Conclusion: "Our results suggest that benzo[a]pyrene-induced mammary gland cancer metastasis is an important and intricate process facilitated by cumulative benzo[a]pyrene exposure leading to activation of the ROS-ERK-MMP9 signaling pathway." And, even, "A new murine model was established to demonstrate that benzo[a]pyrene-induced mammary gland cancer metastasis." (See Guo J et al., Effects of Exposure to Benzo[a]pyrene on Metastasis of Breast Cancer are Mediated Through ROS-ERK-MMP9 Axis Signaling, Toxicol Lett, 2015.)
TOXIC CHEMICALS AND BREAST CANCER PAHS AND COOKING ON THE STOVE
When asked about cooking on the stove, Julia Brody, PHD, stated, "There are two things you can do. One is to turn on the ventilation fan so you're exhausting the PAHs and the smoke out of your house. The other thing is to cook at a lower temperature, so you're not creating char on your food. Delicious as it may be, it does contain breast carcinogens, and if you just cook at a lower temperature, or marinate before you cook, that will reduce your exposure."
TOXIC CHEMICALS AND BREAST CANCER SEVEN RECOMMENDATIONS FROM THE SILENT SPRING INSTITUTE STUDY ON HOW TO AVOID OR REDUCE THE EXPOSURE TO TOXIC ENVIRONMENTAL CHEMICALS "- Limit exposure to exhaust from vehicles or generators, don't idle your car, and use electric lawn mowers, leaf blowers and weed whackers instead of gas-powered ones. - Use a ventilation fan while cooking and limit how much burned or charred food you eat. - Do not buy furniture with polyurethane foam, or ask for furniture that has not been treated with flame retardants. - Avoid stain-resistant rugs, furniture and fabrics. - If you use a dry-cleaner, find one who does not use PERC (perchloroethylene) or other solvents. Ask for 'wet cleaning.' - Use a solid carbon block drinking water filter. - Keep chemicals out of the house by taking off your shoes at the door, using a vacuum with a HEPA (high-efficiency particulate air) filter, and cleaning with wet rags and mops." (See http://www.nydailynews.com/life-style/health/chemicals-common-everyday-life-linked-breast-cancer-study-article-1.1789002.)

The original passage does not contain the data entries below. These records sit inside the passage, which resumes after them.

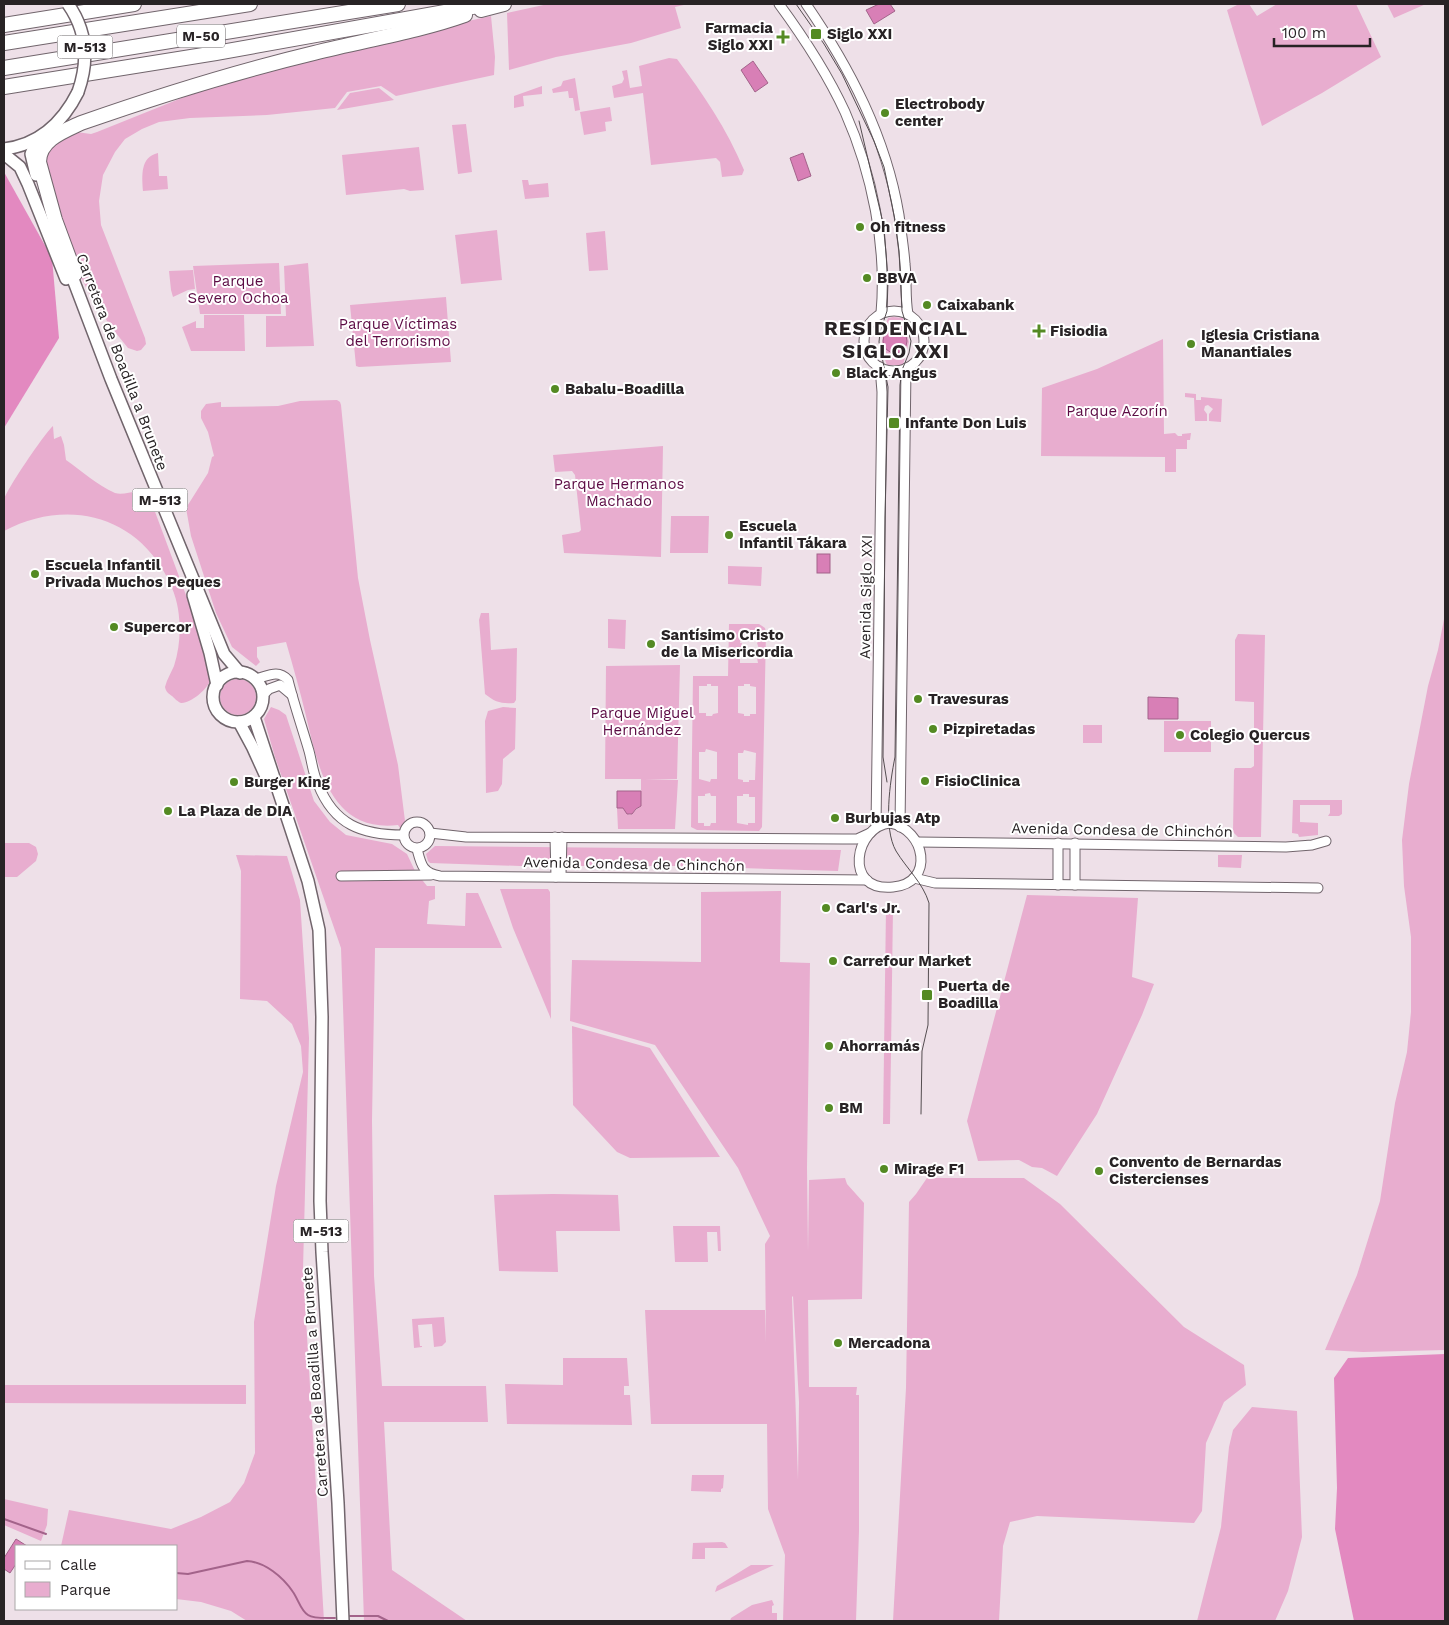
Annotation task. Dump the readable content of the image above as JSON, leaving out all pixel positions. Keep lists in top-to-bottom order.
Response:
{
  "streets": {
    "highway": ["M-50"],
    "main road": ["M-513", "Carretera de Boadilla a Brunete"],
    "street": ["Avenida Siglo XXI", "Avenida Condesa de Chinchón"]
  },
  "crossings": [
    ["M-513", "Carretera de Boadilla a Brunete"],
    ["Avenida Siglo XXI", "Avenida Condesa de Chinchón"]
  ],
  "districts": ["RESIDENCIAL SIGLO XXI"],
  "parks": [
    "Parque Severo Ochoa",
    "Parque Víctimas del Terrorismo",
    "Parque Azorín",
    "Parque Hermanos Machado",
    "Parque Miguel Hernández"
  ],
  "places": {
    "transit": ["Siglo XXI", "Infante Don Luis", "Puerta de Boadilla"],
    "health": ["Farmacia Siglo XXI", "Fisiodia"],
    "other": [
      "Electrobody center",
      "Oh fitness",
      "BBVA",
      "Caixabank",
      "Iglesia Cristiana Manantiales",
      "Black Angus",
      "Babalu-Boadilla",
      "Escuela Infantil Tákara",
      "Escuela Infantil Privada Muchos Peques",
      "Supercor",
      "Santísimo Cristo de la Misericordia",
      "Travesuras",
      "Pizpiretadas",
      "Colegio Quercus",
      "FisioClinica",
      "Burger King",
      "La Plaza de DIA",
      "Burbujas Atp",
      "Carl's Jr.",
      "Carrefour Market",
      "Ahorramás",
      "BM",
      "Mirage F1",
      "Convento de Bernardas Cistercienses",
      "Mercadona"
    ]
  },
  "legend": ["Calle", "Parque"],
  "scale_bar": "100 m"
}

TOXIC CHEMICALS AND BREAST CANCER
COSMETICS CHECK OUT SPECIFIC COSMETIC PRODUCTS. GO TO THE ENVIRONMENTAL WORKING GROUP: http://www.ewg.org/skindeep/
EWG VERIFIED™ PROJECT: "EWG VERIFIED is part of EWG’s mission to increase transparency in the marketplace and shine a spotlight on the many weak standards that govern consumer products. For example, the U.S. government does not require safety testing of personal care items before they hit store shelves. Companies can use almost any ingredient – including potentially harmful ones – in their products." (See .http://www.ewg.org/release/ewg-verified-takes-aim-toxic-ingredients-consumer.)
TOXIC CHEMICALS AND BREAST CANCER
DIRTY DOZEN COSMETIC CHEMICALS
Davidsuzuki.org has enumerated 12 chemicals in cosmetics to avoid: 1. " BHA and BHT - Suspected endocrine disrupters in moisturizers and makeup. 2. Coal tar dyes - Plus, natural and inorganic pigments with color names, e.g., FD&C Blue No. 1 or Blue 1
3. DEA-related ingredients - Used in creamy and foamy products, such as moisturizers and shampoos. Can react to form nitrosamines, which may cause cancer.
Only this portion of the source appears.